Describing the metropolitan sees of the early British church established by SS Fagan and "Duvian", Gerald of Wales placed "Maximia" in Eboracum (York) and Londinium in Flavia, saying the former was named for the emperor Maximus. William Camden followed him and this placement was generally accepted after the appearance of Charles Bertram's highly-influential 1740s forgery The Description of Britain, which gave Maxima borders from the Humber and Mersey to Hadrian's Wall; this work was debunked over the course of the mid-19th century.
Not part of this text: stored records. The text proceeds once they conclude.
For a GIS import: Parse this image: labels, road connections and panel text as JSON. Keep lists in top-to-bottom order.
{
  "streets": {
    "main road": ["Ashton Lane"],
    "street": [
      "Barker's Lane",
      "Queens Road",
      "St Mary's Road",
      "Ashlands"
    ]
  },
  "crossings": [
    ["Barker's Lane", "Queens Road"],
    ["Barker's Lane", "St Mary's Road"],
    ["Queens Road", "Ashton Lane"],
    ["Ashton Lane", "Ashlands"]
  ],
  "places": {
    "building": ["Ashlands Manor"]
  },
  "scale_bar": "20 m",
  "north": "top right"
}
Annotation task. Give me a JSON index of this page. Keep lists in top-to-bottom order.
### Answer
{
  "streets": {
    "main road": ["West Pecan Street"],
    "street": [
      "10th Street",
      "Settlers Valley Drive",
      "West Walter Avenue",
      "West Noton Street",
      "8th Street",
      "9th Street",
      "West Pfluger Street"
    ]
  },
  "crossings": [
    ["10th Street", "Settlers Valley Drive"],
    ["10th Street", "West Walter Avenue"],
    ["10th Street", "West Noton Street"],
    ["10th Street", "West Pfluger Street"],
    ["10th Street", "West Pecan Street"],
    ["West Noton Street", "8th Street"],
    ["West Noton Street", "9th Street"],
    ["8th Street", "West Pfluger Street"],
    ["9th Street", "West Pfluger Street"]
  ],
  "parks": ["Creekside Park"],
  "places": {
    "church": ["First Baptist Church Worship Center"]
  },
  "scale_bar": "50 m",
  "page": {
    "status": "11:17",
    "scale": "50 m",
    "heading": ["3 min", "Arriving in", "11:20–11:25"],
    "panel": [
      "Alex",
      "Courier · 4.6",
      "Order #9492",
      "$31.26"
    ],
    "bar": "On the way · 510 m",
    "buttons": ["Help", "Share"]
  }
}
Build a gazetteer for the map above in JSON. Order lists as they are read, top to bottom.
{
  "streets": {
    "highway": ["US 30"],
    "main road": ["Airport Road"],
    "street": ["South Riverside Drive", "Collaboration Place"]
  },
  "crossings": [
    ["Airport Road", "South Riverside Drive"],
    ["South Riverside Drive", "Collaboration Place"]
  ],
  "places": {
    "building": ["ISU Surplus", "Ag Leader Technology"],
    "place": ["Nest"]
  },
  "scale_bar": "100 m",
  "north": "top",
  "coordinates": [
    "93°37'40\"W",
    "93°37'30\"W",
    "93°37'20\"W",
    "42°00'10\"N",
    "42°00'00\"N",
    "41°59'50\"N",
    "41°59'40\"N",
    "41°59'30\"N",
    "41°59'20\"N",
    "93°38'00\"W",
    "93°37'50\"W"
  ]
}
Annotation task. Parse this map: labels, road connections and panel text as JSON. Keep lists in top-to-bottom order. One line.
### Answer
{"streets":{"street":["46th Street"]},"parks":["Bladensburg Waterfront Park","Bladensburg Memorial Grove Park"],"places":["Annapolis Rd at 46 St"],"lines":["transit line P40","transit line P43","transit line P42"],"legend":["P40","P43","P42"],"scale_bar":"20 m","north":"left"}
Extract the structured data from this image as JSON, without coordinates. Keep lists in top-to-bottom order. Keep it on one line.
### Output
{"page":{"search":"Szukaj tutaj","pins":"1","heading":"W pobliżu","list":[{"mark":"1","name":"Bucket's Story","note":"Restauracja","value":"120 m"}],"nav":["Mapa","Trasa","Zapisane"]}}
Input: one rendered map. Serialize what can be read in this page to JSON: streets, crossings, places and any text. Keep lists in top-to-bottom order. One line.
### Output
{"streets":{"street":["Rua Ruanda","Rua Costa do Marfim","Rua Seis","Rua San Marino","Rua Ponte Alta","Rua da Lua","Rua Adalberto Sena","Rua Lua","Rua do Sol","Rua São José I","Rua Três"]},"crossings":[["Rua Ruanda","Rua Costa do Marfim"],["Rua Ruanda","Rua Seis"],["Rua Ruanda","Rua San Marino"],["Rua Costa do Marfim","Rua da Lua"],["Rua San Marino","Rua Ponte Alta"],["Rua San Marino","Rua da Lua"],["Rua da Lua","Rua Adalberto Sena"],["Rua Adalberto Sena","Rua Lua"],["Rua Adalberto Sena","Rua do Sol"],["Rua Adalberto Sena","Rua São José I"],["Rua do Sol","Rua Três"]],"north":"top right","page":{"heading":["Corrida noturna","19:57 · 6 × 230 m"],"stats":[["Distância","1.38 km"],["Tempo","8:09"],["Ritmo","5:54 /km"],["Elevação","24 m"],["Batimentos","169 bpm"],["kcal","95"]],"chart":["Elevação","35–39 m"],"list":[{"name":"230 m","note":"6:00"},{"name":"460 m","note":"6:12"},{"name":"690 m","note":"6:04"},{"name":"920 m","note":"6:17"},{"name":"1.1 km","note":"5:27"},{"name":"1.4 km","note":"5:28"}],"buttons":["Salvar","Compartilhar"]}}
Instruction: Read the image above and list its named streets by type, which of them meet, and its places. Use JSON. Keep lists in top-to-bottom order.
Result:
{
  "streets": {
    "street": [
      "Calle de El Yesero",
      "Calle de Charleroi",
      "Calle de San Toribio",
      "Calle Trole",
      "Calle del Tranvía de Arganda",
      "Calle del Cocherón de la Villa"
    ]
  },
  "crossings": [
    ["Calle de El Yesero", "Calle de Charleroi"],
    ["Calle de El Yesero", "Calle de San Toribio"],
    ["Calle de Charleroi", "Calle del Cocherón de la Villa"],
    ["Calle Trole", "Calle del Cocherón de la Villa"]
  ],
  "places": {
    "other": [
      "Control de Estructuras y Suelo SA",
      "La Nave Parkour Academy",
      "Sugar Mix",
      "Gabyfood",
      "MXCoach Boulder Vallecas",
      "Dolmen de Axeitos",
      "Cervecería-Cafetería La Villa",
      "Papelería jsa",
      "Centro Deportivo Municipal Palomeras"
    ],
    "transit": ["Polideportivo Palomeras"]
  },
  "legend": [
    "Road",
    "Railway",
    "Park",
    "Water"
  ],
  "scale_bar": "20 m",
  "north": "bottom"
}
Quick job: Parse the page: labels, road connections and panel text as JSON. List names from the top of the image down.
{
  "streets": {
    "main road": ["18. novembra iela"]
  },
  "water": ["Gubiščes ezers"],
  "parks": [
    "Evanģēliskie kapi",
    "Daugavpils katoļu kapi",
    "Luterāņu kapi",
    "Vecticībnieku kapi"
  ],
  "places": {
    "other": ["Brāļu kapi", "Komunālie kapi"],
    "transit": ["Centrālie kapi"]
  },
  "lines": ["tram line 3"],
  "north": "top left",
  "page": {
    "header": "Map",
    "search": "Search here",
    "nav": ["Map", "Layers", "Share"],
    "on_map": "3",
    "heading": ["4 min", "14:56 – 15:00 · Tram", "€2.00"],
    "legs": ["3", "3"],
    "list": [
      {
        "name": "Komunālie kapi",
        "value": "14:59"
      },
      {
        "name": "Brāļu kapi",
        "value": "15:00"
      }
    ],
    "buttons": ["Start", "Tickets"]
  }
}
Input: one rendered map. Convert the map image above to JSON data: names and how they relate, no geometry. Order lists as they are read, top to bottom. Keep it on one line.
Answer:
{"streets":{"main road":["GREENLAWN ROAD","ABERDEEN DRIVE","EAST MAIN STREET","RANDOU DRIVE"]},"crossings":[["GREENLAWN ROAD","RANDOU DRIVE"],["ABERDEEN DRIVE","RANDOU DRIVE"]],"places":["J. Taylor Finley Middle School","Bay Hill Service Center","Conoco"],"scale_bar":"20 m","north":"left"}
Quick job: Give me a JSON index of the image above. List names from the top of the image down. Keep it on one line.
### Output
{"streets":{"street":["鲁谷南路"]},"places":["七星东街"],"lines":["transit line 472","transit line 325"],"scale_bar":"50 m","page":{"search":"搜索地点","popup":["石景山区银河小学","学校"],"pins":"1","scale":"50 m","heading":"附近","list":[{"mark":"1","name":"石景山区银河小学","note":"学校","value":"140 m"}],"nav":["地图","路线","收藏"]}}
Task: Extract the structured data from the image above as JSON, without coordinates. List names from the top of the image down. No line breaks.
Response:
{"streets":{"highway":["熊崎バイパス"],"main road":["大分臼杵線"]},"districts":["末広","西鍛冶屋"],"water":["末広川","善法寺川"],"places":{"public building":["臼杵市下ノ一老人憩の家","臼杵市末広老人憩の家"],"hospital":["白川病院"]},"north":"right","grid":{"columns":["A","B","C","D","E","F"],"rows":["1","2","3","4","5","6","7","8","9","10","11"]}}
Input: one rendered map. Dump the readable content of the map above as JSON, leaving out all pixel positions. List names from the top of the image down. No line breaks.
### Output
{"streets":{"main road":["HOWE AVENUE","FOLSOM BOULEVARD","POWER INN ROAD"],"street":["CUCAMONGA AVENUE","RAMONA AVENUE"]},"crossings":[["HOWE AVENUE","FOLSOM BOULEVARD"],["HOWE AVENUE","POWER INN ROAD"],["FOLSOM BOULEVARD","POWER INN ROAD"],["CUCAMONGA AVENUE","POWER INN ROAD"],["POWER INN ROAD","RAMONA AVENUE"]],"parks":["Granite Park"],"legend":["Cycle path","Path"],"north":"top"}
Modern scholars are uncertain whether the province was named for the western senior emperor Valerius Maximian or the eastern junior emperor Galerius Maximian. (Note: Both are problematic, since there is no known reason to have named a British province after the eastern caesar but Constantius Chlorus's senior partner was not a caesar but an augustus.) Birley has argued that Maxima and Flavia originally consisted of a single province, which received the name Britannia Caesariensis as a mark of favour for support against the rebel Allectus in 296. Although Flavia is usually thought to have been formed from the old province of Lower Britain, Birley proposes that Upper Britain was divided in two (between Prima and Caesariensis) and then three (Prima, Maxima, and Flavia). This repeats Camden's earlier theory (relying on Sextus Rufus) that Maxima was formed first and Flavia followed sometime after.